[[ RECORDS PROVIDED open ]]
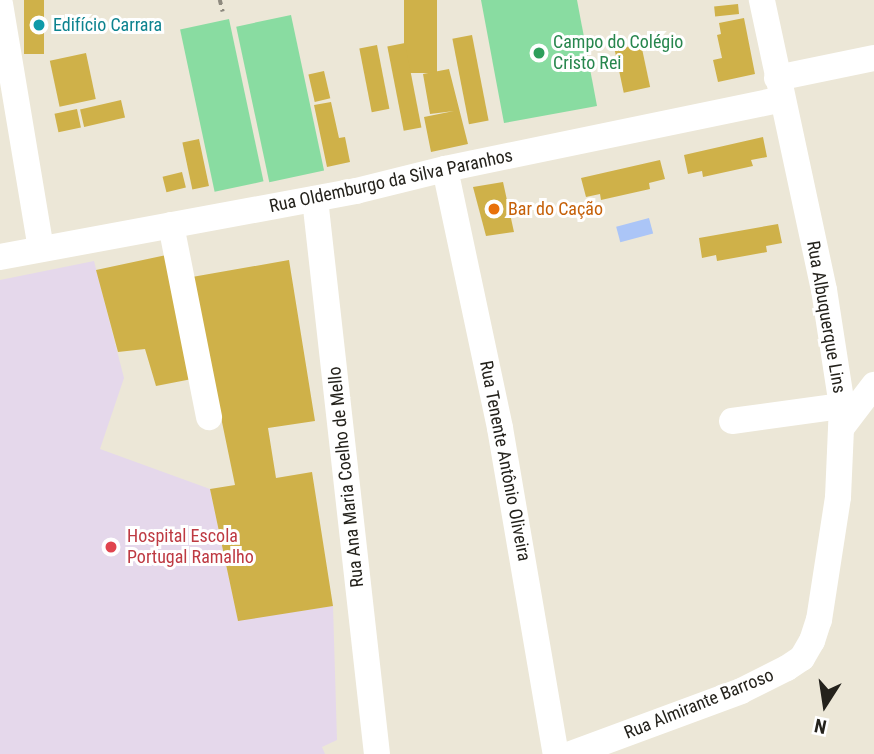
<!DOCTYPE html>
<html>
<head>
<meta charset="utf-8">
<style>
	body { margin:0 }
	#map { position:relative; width:874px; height:754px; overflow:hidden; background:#ece7d7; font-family:"Roboto Condensed",sans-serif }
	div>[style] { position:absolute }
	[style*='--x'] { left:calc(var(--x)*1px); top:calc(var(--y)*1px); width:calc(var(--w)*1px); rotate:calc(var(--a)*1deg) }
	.medical>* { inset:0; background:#e5d8eb }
	.green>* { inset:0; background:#89dca1; transform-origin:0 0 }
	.water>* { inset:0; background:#abc5f7; transform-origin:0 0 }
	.building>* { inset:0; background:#cfb149; transform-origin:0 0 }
	.path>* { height:3.5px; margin-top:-1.75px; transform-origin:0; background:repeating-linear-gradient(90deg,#8e8a7f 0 5px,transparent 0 10px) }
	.minor>* { height:26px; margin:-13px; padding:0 13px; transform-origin:13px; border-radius:13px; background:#fff }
	.dots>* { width:19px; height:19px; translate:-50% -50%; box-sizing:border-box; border:4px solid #fff; border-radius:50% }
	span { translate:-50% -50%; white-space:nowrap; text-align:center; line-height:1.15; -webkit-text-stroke:6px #fff; paint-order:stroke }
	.culture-label { font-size:18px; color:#0d838f }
	.left { translate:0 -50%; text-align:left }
	.leisure-label { font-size:18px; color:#27864d }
	.street-label { font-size:18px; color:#24221c }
	.food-label { font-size:18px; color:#c56008 }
	.health-label { font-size:18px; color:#be3a42 }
	.north { position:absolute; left:790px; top:670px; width:70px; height:70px; -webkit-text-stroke:5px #fff; paint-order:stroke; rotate:192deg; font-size:19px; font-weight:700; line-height:28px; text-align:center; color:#24221c }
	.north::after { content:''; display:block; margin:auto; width:24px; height:32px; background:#24221c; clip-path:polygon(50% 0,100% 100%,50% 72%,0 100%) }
</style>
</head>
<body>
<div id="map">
	<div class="medical">
		<i style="clip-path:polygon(94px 261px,124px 378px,100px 449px,210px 489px,238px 620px,333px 606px,337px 740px,322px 747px,325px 754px,0 754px,0 280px)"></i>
	</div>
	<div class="green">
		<i style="clip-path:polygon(481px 0,577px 0,597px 106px,504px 123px)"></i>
		<i style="left:291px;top:15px;width:159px;height:56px;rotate:78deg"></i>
		<i style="left:229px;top:19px;width:166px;height:50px;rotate:78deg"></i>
	</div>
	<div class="water">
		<i style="left:649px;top:218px;width:16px;height:34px;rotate:75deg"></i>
	</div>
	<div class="building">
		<i style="left:24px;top:0;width:20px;height:54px"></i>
		<i style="left:404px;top:0;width:33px;height:73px"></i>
		<i style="left:738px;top:4px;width:10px;height:24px;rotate:84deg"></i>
		<i style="clip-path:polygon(744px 18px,755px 74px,718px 82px,713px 60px,722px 58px,717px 35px,721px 34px,719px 23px)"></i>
		<i style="left:472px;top:35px;width:87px;height:20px;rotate:79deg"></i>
		<i style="left:405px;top:43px;width:86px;height:18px;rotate:79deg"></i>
		<i style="left:641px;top:44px;width:44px;height:27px;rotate:78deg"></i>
		<i style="left:377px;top:45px;width:65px;height:18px;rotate:79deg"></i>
		<i style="left:86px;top:53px;width:47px;height:37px;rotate:78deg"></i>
		<i style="clip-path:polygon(449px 69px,468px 144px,431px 152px,424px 117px,454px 111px,430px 114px,423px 74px)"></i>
		<i style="left:324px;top:71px;width:28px;height:16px;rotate:77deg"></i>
		<i style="left:121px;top:100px;width:18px;height:42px;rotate:77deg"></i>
		<i style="clip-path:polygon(331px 102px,339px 138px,345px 137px,350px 162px,327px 167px,314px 105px)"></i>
		<i style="left:77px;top:109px;width:19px;height:23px;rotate:78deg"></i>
		<i style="clip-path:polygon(763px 137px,767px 157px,751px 160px,753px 166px,703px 177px,702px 171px,688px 174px,684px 155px)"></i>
		<i style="left:199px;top:139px;width:48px;height:17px;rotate:78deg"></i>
		<i style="clip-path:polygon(660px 160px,665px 179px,649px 183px,650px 189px,601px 200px,600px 194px,586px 197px,581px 178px)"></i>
		<i style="left:182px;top:172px;width:16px;height:20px;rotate:76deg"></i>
		<i style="clip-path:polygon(503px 182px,514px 232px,486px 236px,473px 187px)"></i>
		<i style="clip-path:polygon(778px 224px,782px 243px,766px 246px,767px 252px,717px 261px,716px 255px,702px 258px,699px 238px)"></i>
		<i style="clip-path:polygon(171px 254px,197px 378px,156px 386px,145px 349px,118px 352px,96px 270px)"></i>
		<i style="clip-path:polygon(289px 260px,315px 421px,268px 428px,276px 478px,312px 472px,333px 606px,238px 621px,210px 489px,235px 485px,192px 277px)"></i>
	</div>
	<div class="path">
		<i style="--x:220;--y:0;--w:12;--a:76"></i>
	</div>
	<div class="minor">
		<i style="--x:0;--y:4;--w:248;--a:80.5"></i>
		<i style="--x:777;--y:78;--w:99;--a:-11.7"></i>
		<i style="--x:445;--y:169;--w:265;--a:78"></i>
		<i style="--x:500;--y:428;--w:331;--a:80.3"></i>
		<i style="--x:315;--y:199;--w:558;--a:83.63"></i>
		<i style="--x:171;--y:225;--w:196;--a:78.8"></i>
		<i style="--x:0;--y:257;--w:362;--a:-10.5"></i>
		<i style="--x:356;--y:191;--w:92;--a:-13.9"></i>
		<i style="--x:445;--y:169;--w:344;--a:-11.7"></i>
		<i style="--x:732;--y:421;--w:111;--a:-7.8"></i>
		<i style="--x:842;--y:427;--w:53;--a:-52.7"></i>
		<i style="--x:571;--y:754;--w:181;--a:-20.3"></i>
		<i style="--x:741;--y:691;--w:51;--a:-26.6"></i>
		<i style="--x:787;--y:668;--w:18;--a:-34"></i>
		<i style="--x:802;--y:658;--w:20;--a:-60"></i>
		<i style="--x:812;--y:641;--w:22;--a:-72"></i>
		<i style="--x:819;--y:620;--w:124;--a:-81.2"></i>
		<i style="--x:838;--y:497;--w:91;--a:-87.5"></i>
		<i style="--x:842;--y:406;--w:117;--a:-98.8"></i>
		<i style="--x:824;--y:290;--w:297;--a:-102.1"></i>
	</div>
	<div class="dots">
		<i style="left:39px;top:25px;background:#0f9aa8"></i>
		<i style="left:539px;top:53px;background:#2e9e5b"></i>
		<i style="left:494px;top:209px;background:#e8710a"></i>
		<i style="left:111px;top:547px;background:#e0444e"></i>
	</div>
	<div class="culture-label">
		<span class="left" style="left:53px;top:25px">Edifício Carrara</span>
	</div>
	<div class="leisure-label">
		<span class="left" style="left:553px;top:53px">Campo do Colégio<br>Cristo Rei</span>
	</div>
	<div class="street-label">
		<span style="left:391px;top:181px;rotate:-12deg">Rua Oldemburgo da Silva Paranhos</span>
		<span style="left:826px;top:317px;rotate:80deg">Rua Albuquerque Lins</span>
		<span style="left:505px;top:461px;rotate:79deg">Rua Tenente Antônio Oliveira</span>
		<span style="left:346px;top:477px;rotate:-96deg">Rua Ana Maria Coelho de Mello</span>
		<span style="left:699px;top:704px;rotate:-22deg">Rua Almirante Barroso</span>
	</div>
	<div class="food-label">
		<span class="left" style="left:508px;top:209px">Bar do Cação</span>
	</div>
	<div class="health-label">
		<span class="left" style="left:127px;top:547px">Hospital Escola<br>Portugal Ramalho</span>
	</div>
	<div class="north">N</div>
</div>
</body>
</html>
[[ RECORDS PROVIDED closed ]]
Within the material above, the line with "height:26px; margin:-13px; padding:0" opens the range and the line with "width:19px; height:19px; translate:-50%" closes it; reproduce that range word for word.

	.minor>* { height:26px; margin:-13px; padding:0 13px; transform-origin:13px; border-radius:13px; background:#fff }
	.dots>* { width:19px; height:19px; translate:-50% -50%; box-sizing:border-box; border:4px solid #fff; border-radius:50% }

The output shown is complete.